Гуннора прислонилась к стволу дерева и спрятала лицо в ладонях. Жизнь на родине была простой, но мирной. Коннозаводчики и крестьяне, охотники и рыбаки… у всех всего было поровну, когда выдавались удачные годы и когда выдавались неудачные. Обычно всего не хватало. Однажды урожай был настолько мал, что выпустили закон, в соответствии с которым из ячменя разрешалось только печь хлеб, но не делать пиво. Однако мужчины, в первую очередь ее отец, не желали отказываться от спиртного. Они смешивали пиво с ухой или отваром коры деревьев, добавляли туда овощи и ели эту странную похлебку вместо хлеба.
В животе у Гунноры заурчало. Тут не было ни пива, ни хлеба. В лучшем случае ей удастся найти орехи, грибы и ягоды. Девушка опустила руки.

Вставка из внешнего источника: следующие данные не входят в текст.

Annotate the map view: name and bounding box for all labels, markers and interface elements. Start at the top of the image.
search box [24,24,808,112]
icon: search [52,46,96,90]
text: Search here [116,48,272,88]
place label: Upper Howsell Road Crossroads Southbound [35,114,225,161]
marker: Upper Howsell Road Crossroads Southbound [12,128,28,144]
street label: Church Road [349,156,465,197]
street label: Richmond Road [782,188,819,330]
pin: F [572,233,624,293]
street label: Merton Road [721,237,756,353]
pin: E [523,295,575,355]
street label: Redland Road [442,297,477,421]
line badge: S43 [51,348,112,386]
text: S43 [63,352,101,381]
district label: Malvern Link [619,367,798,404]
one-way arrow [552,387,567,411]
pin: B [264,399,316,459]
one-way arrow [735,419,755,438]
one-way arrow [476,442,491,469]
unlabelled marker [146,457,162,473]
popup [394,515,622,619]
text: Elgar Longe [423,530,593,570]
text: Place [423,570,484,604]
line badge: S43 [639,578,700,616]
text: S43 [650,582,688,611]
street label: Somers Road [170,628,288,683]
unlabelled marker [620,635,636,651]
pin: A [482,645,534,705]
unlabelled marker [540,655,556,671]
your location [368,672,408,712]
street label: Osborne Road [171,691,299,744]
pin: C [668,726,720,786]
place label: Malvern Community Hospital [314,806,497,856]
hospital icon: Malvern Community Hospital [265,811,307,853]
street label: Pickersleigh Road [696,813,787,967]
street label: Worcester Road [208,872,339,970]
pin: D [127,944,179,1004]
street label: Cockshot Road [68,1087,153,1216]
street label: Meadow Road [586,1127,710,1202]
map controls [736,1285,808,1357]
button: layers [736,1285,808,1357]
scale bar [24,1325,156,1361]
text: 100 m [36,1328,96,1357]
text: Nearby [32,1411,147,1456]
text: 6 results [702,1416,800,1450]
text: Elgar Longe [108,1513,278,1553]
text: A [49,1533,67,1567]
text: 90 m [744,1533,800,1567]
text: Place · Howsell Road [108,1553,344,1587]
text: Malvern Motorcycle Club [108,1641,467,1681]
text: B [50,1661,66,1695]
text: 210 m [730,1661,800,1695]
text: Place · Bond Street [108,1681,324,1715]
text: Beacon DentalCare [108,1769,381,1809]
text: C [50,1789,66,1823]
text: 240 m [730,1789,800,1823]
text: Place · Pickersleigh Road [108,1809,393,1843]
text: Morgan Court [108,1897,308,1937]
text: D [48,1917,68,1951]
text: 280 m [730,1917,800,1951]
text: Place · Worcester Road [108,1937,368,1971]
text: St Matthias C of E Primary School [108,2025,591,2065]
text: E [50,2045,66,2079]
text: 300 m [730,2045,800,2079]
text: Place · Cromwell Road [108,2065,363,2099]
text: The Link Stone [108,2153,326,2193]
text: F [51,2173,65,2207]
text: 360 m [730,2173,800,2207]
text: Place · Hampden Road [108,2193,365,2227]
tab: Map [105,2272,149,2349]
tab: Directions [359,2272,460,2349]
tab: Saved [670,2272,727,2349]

Земля была коричневой и сочной, мох — зеленым и влажным, но она не могла отыскать здесь ничего съедобного. Кроме того, Гуннора была не в силах отделаться от ощущения, что здешние земли прокляты. Они обагрены кровью. Она больше никогда не почувствует себя в безопасности в Нормандии. Этой стране не суждено стать ее новой родиной.
Гуннора подобрала платье, спряталась в кусты и прислушалась. Усеянные шипами ветки цеплялись за ее платье.
Гуннора посмотрела на свою одежду и увидела следы крови на сарафане, булавке, удерживавшей накидку, и двух овальных брошках, соединявших бретельки сарафана с лифом.
Ей хотелось поесть и согреться, а главное — вымыться. Но девушка держала себя в руках, не обращала внимания на кровь, старательно прислушивалась. Не треснет ли ветка под сапогом? Не послышатся ли голоса?
Какое-то время она слышала свое неровное дыхание, шелест листьев и пение птиц, но затем до нее донеслись голоса убийц.
— Это были женщины… девушки. Они где-то спрятались. Нам нужно поймать их… Они все видели… смогут донести на нас…
И вновь послышался топот и ржание коней. Еще ничего не было видно, но Гунноре показалось, что она чувствует на себе взгляды этих мужчин. Взгляд того христианина…
Она знала, что нужно стоять спокойно, нужно представить себе руну, дающую защиту. Нарисовать эту руну на земле, отогнать ею убийц. Но в голове было пусто, она позабыла о своем плане отвлечь этих людей от своих сестер. И девушка бросилась бежать — быстро и шумно. Слишком шумно.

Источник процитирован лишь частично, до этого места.